箕輪のご主人が言うには、雛人形の主流が八段飾りから内裏雛に移行した時代に、八段に見劣りしないように大きく作られたとのこと。保存や出し入れにずいぶん苦労しているそうだ
人形を2階の住居から1階の店舗へ運ぶのが大変で、業務用エレベーターにも入らない大きさらしい
駅から箕輪名産店までは290m4分の距離だが、土浦へ着いてから一時間が過ぎていた。ふるまい豚汁の時間だ。会場へ急ぐ
今日は豚汁の日
道に迷った
タッチの違うレトロ看板を持つ美容室
⑥「まちかど蔵 野村」
なんとか間に合い、豚汁を頂いた。具にさつま芋が入っていて、さすが干し芋で有名な茨城県だと思った。あとでスタッフに告げると、家庭では普通入れないらしい
手作りのたぬきの人形が並ぶ
隣の雛まつり番所では甘酒も頂いた。麹の粒がフワッモチッとして美味しかった。番所は交通安全の施設だから、酒粕を使用しない甘酒を提供している
ここで蓮根人形を見ることができた
「霞蓮雛人形」。名の通りれんこんの花や葉でできている。茶色い
重陽の節句も何か人形を飾ってお祝いしようと、特産のれんこんを使って生まれたそうだ
タニシを使った人形もあった。背中を丸くそろえて整然と並ぶ姿がたまらなく可愛い
〝「かすみ人形」〜愛好家の創意工夫により現在のような姿になりました〜ロマンただよう素朴な姿は、ふる里の情趣をそこはかとなく感じさせてなつかしく思われます〜〟
れんこんやタニシやら、細工人形の吉浜を彷彿する
番所のマダムが⑦「まちかど蔵 大徳」を案内してくれた。大徳は現在も続く呉服屋で、150年以上前に建てられた蔵は町の観光施設となっている
昔の着物裏地入れがかっこいい
大徳には人形がたくさん飾ってあった
マダムはあるお宅の雛人形を、町が引き取ることを断った、という話をしてくれた。先に箕輪の主人から、カビや虫食いから守り人形を保管する難しさを聞いていたので、大変さが伝わった
吊るし飾り以外にも手作りがたくさんある
ここまで見て来て、土浦の雛まつりは手作りが目立つなと思った
〝あなたは作るの?〟マダムからと、お茶のせこ沢さんからも尋ねられていた (作りません)

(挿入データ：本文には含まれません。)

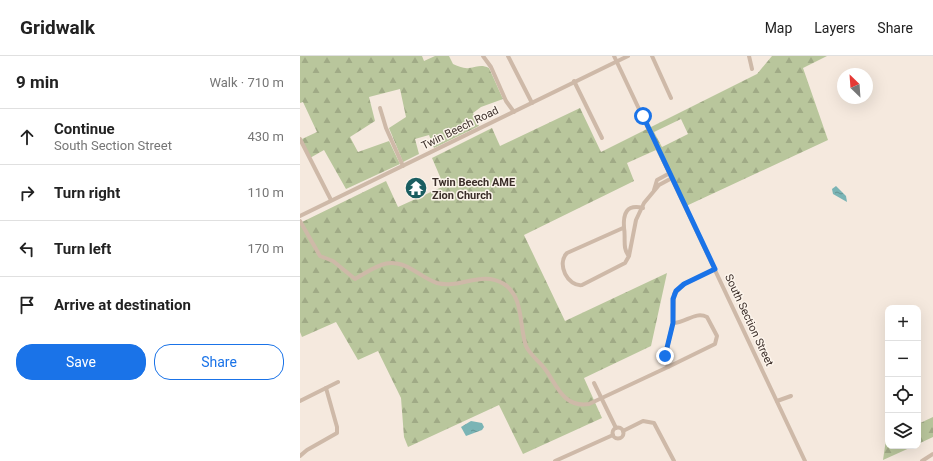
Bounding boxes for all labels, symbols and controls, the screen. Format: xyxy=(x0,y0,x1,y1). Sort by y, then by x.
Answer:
text: Gridwalk xyxy=(20,16,95,39)
text: Map xyxy=(765,20,792,36)
text: Layers xyxy=(814,20,855,36)
text: Share xyxy=(877,20,913,36)
north arrow xyxy=(837,68,873,104)
text: 9 min xyxy=(16,72,59,92)
text: Walk · 710 m xyxy=(209,75,284,90)
street label: Twin Beech Road xyxy=(419,104,501,152)
route start xyxy=(634,107,652,125)
text: Continue xyxy=(54,120,115,138)
icon: ahead xyxy=(16,126,38,148)
text: 430 m xyxy=(247,129,284,144)
text: South Section Street xyxy=(54,138,172,153)
temple icon: Twin Beech AME Zion Church xyxy=(403,175,429,201)
place label: Twin Beech AME Zion Church xyxy=(432,176,515,202)
icon: right xyxy=(16,182,38,204)
text: Turn right xyxy=(54,184,120,202)
text: 110 m xyxy=(247,185,284,200)
icon: left xyxy=(16,238,38,260)
text: Turn left xyxy=(54,240,111,258)
text: 170 m xyxy=(247,241,284,256)
street label: South Section Street xyxy=(722,272,776,368)
icon: arrive xyxy=(16,294,38,316)
text: Arrive at destination xyxy=(54,296,191,314)
map controls xyxy=(885,305,921,449)
button: + xyxy=(885,305,921,341)
button: − xyxy=(885,341,921,377)
button: Save xyxy=(16,344,146,380)
button: Share xyxy=(154,344,284,380)
route end xyxy=(656,347,674,365)
button: locate xyxy=(885,377,921,413)
button: layers xyxy=(885,413,921,449)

マダムと別れてから蔵の文化財や土産物を見ると13時半を過ぎていて、あと8軒は急いで回った。
⑧「天ぷら ほたて」
ほたての雛人形はお食事処の小上がりの席にあった。これは店の前にあったサルビアおじさん。〝サルビアの咲く頃に現れるおじさんです。好きな食べ物はしいたけ〟
⑨「中嶋康化粧品店」
夫婦と思われる二人に迎えられ、雛まつりの会話が一段落すると〝ちょっと試してみませんか〟と、シワ取りクリームを顔に塗ってもらった。化粧品以外にも、おもしろ傘を名物としていて、たくさん開いたり閉じたり見せてくれた。
⑩「中西はきもの店」
雛人形の他に錦絵、手鏡など、明治期から伝わる品が展示されていて、由緒ある店であると伺える
⑪「古布を愉しむ 松翠会」
手作り同好会のギャラリーとなっていて、吊るし飾りが空間いっぱいに。他のお客が、なぜ雛まつりでないモチーフなのか作り手へ尋ねていた(鬼とか)。〝毎年同じような物だと飽きるから〟と聞こえてきた。
⑫「しゃれたきもの 京屋呉服店」
やはり手作りの飾りがあって、〝あなたも作るの?〟と尋ねられた。こちらの人形は昔、日本橋の西川で購入したものだと聞いて、自分は西川の前の道をよく通ると話した。旅において、町人と共通の話題に至った時というのは大いに盛り上がる。
⑬「笹倉邸」
界隈の町人みんなが勧めてくれた一般参加のお宅。ピンポンして入る
個人宅がまるで博物館だった。江戸時代の人形などあって、笹倉さんが一つ一つ解説してくれたけれど覚えきれない。鑑賞のコメントとして自分は〝そうとうな女家系デスネ!〟と言ってしまい、少し的外れな気がした
立派な羽子板は〝最初の娘に買っちゃったからやめる訳にいかなくて〟と。次女三女と、今や孫にも及んでいる
土人形や調度品も。家の前には人形をしまうための大きな倉庫が建っていて、2Kの我が家くらいの広さがありそうだった
⑭「美術工芸品 ミナトヤ」
トロフィーとコラボとは珍しい
⑮「呉服の前野」
土浦出身キルターという前野芳江さんのパッチワーク展示もあった。土浦は作家を生む町らしい
⑯「長谷川商店」
店内に入るとすぐ、店主らしき女性にお手玉を渡されて〝できる?〟と言われた。2つだけならとやって見せたら、3つ回すコツを教えてくれて〝いい運動になるでしょ?〟と。町歩きも終盤のところ、リラックスできた。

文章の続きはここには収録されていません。